**Records supplied**
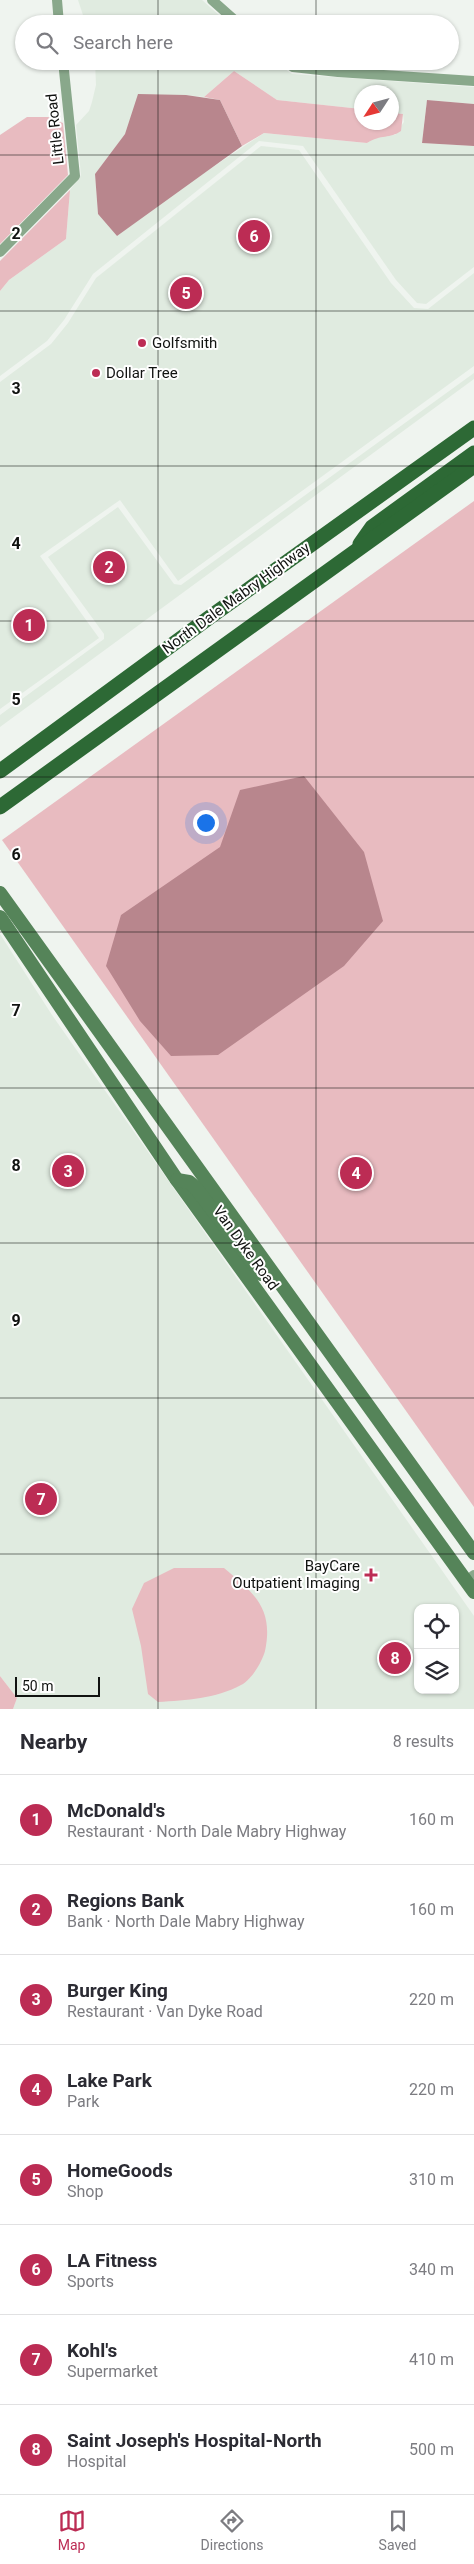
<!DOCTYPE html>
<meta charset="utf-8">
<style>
:root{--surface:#fff;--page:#f7f7f7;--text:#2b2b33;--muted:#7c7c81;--line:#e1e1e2;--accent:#bc2c54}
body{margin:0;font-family:Roboto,sans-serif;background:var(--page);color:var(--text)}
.controls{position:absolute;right:15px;bottom:15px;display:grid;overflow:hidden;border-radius:10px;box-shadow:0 1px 4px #0004}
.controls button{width:45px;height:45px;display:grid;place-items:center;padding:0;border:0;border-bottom:1px solid var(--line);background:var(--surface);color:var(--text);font:25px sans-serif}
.compass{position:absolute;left:354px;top:85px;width:45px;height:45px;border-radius:50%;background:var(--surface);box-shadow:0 1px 4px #0004;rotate:234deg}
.scale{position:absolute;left:15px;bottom:12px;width:85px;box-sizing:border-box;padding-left:5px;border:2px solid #111311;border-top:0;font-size:14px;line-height:18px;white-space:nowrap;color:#111311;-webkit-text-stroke:4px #fff;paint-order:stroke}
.you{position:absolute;left:205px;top:822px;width:18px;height:18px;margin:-12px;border:4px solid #fff;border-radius:50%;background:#1a73e8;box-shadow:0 0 0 8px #1a73e833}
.badge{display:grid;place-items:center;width:32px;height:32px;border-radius:50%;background:var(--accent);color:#fff;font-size:16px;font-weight:700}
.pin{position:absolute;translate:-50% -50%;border:2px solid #fff;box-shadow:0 1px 5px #0006}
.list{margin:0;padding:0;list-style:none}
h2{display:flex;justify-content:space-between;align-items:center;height:65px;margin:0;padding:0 20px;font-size:21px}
h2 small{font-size:16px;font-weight:400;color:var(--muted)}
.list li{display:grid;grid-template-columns:32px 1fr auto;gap:15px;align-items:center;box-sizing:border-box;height:90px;padding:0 20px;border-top:1px solid var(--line)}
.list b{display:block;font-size:19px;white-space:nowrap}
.list p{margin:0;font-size:16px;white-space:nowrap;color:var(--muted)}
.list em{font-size:16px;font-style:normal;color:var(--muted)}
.icon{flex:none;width:28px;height:28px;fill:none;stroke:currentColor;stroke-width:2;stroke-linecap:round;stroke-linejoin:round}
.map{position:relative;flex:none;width:474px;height:1709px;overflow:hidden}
.search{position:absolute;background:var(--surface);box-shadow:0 1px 4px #0004;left:15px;right:15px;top:15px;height:55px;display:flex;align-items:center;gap:12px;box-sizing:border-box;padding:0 18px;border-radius:28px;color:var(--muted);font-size:19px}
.sheet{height:785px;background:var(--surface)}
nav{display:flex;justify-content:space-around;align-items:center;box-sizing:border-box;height:70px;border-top:1px solid var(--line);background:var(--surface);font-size:14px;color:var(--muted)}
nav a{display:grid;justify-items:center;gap:2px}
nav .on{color:var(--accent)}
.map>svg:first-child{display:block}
.built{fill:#e0ebe0;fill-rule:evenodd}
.green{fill:#e8bbc0}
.water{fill:#b8868d}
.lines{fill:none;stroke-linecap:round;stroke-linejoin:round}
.street{stroke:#89a88b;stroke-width:10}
.secondary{stroke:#558459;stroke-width:14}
.primary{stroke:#2d6935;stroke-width:15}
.grid{fill:none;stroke:#111311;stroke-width:1;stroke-opacity:0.55}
.poi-dot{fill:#bc2c54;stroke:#fff;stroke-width:2}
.labels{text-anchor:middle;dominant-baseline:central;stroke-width:4;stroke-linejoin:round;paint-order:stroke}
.street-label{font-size:15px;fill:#111311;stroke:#fff}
.poi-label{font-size:15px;fill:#111311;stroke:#fff;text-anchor:start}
.grid-label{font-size:16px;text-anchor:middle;font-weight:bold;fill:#111311;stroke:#fff;stroke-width:4;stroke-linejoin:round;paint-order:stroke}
</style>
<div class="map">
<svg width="474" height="1709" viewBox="0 0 474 1709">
<rect width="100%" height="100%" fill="#eff4ef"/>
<!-- built -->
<g class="built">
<polygon points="78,0 202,0 229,24 86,24"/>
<path d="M95,61H274L292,74L474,87V104L427,100L422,143L474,146V267L426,304L417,303L396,280L303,146L259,141L93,274L64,320L47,341L0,376V291L9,280L66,239L70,190L81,175L76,125L89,111L92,102L96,85ZM234,71L277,100L361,109L362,92H392V113L403,114L404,122L395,135L377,136L367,143L264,133L177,191L117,236L98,214L95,174L125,134L186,95L204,97Z"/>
<polygon points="261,146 299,150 391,283 414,308 428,309 474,273 474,366 178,581 120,500 40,556 99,638 0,709 0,382 51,344 68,323 96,278"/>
<polygon points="474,373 474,379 0,727 0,715 104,639 104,634 48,557 118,507 174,584 181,585"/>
<path d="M0,934L52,1015L474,1616V1709H13L17,1698L0,1676ZM418,1608H455V1690H418Z"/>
</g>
<!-- green -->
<g class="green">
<path d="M234,71L277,100L361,109L362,122H392V113L403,114L401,131C390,139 381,134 367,143L264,133L242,146L220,100L204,97Z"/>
<polygon points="27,117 48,117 63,123 68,175 0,244 0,135"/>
<polygon points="70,190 66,239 9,280 0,291 0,261"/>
<polygon points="474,501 474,1507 2,840"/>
<path d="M174,1568H224C254,1593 274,1608 265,1651C262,1662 252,1679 241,1685C215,1699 187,1700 158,1702L148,1694L141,1646L132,1609L144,1583Z"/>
<polygon points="0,1676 17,1698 13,1709 0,1709"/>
</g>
<!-- water -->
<g class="water">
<polygon points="138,94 186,95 220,100 242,146 117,236 98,214 95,174 125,134"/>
<polygon points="427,100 474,104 474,146 422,143"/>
<polygon points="304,776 364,852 383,921 344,966 218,1055 171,1056 140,1021 106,966 121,915 220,847 240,790"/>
</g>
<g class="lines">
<!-- street -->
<g class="street">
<polyline points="57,0 59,24"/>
<polyline points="212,0 239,24"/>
<polyline points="285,61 293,67 338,72 474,81"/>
<polyline points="0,252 75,176 63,61"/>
<polyline points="466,1581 474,1575"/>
</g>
<!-- secondary -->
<g class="secondary">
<polyline points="0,893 474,1553"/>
<polyline points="0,917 177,1180 474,1592"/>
<polyline points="177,1180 189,1182 195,1187 261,1274"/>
</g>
<!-- primary -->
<g class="primary">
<polyline points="360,544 372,527 474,453"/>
<polyline points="0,771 210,617 474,428"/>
<polyline points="0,807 474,466"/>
</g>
</g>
<!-- grid -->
<path class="grid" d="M158,0V24M316,0V24M158,61V1709M316,61V1709M0,155H474M0,311H474M0,466H474M0,621H474M0,777H474M0,932H474M0,1088H474M0,1243H474M0,1398H474M0,1554H474"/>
<!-- markers -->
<g class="poi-dot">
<circle cx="142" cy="343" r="5"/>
<circle cx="96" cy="373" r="5"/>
<path d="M368.5 1567.5h5v5h5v5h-5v5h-5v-5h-5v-5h5z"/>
</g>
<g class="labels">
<!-- street labels -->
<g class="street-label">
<text transform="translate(55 129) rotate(-96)">Little Road</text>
<text transform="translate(236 598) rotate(-36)">North Dale Mabry Highway</text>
<text transform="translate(246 1248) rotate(54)">Van Dyke Road</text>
</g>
<!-- poi labels -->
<g class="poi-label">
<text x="152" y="343">Golfsmith</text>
<text x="106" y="373">Dollar Tree</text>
<text x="360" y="1566" text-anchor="end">BayCare<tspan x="360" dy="17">Outpatient Imaging</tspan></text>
</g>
</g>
<g class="grid-label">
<text x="16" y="239">2</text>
<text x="16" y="394">3</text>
<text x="16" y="549">4</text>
<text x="16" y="705">5</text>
<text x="16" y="860">6</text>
<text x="16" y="1016">7</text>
<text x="16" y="1171">8</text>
<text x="16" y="1326">9</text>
</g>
</svg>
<div class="controls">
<button><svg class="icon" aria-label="locate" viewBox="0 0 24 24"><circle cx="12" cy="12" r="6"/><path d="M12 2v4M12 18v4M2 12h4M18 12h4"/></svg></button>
<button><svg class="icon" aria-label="layers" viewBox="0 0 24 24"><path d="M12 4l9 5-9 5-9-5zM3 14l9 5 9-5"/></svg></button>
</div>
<svg class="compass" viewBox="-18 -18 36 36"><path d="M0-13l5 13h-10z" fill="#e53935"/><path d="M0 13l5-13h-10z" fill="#7c7c81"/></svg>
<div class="scale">50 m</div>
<div class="you"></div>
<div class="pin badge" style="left:29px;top:625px">1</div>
<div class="pin badge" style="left:109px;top:567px">2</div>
<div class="pin badge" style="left:68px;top:1171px">3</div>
<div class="pin badge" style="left:356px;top:1173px">4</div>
<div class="pin badge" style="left:186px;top:293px">5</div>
<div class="pin badge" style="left:254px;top:236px">6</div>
<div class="pin badge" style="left:41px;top:1499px">7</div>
<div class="pin badge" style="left:395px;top:1658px">8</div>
<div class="search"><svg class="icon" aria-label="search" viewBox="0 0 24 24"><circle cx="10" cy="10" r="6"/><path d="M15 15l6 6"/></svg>Search here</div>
</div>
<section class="sheet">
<h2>Nearby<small>8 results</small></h2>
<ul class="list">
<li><span class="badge">1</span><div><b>McDonald's</b><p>Restaurant · North Dale Mabry Highway</p></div><em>160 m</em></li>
<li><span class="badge">2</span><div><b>Regions Bank</b><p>Bank · North Dale Mabry Highway</p></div><em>160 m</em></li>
<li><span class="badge">3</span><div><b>Burger King</b><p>Restaurant · Van Dyke Road</p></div><em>220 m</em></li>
<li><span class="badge">4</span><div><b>Lake Park</b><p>Park</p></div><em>220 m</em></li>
<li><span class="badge">5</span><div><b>HomeGoods</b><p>Shop</p></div><em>310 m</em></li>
<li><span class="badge">6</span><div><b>LA Fitness</b><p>Sports</p></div><em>340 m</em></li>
<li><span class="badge">7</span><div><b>Kohl's</b><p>Supermarket</p></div><em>410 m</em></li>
<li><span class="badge">8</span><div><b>Saint Joseph's Hospital-North</b><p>Hospital</p></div><em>500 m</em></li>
</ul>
</section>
<nav>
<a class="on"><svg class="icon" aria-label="map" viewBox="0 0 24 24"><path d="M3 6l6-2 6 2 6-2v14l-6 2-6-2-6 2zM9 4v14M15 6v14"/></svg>Map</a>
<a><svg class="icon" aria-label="directions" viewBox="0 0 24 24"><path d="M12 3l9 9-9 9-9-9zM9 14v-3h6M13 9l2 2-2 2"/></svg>Directions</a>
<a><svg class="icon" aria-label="saved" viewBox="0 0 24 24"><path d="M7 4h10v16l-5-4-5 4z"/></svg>Saved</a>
</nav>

**About this exercise**
In the entries above, find every line with the word "scale" and list it.

**Result**
.scale{position:absolute;left:15px;bottom:12px;width:85px;box-sizing:border-box;padding-left:5px;border:2px solid #111311;border-top:0;font-size:14px;line-height:18px;white-space:nowrap;color:#111311;-webkit-text-stroke:4px #fff;paint-order:stroke}
<div class="scale">50 m</div>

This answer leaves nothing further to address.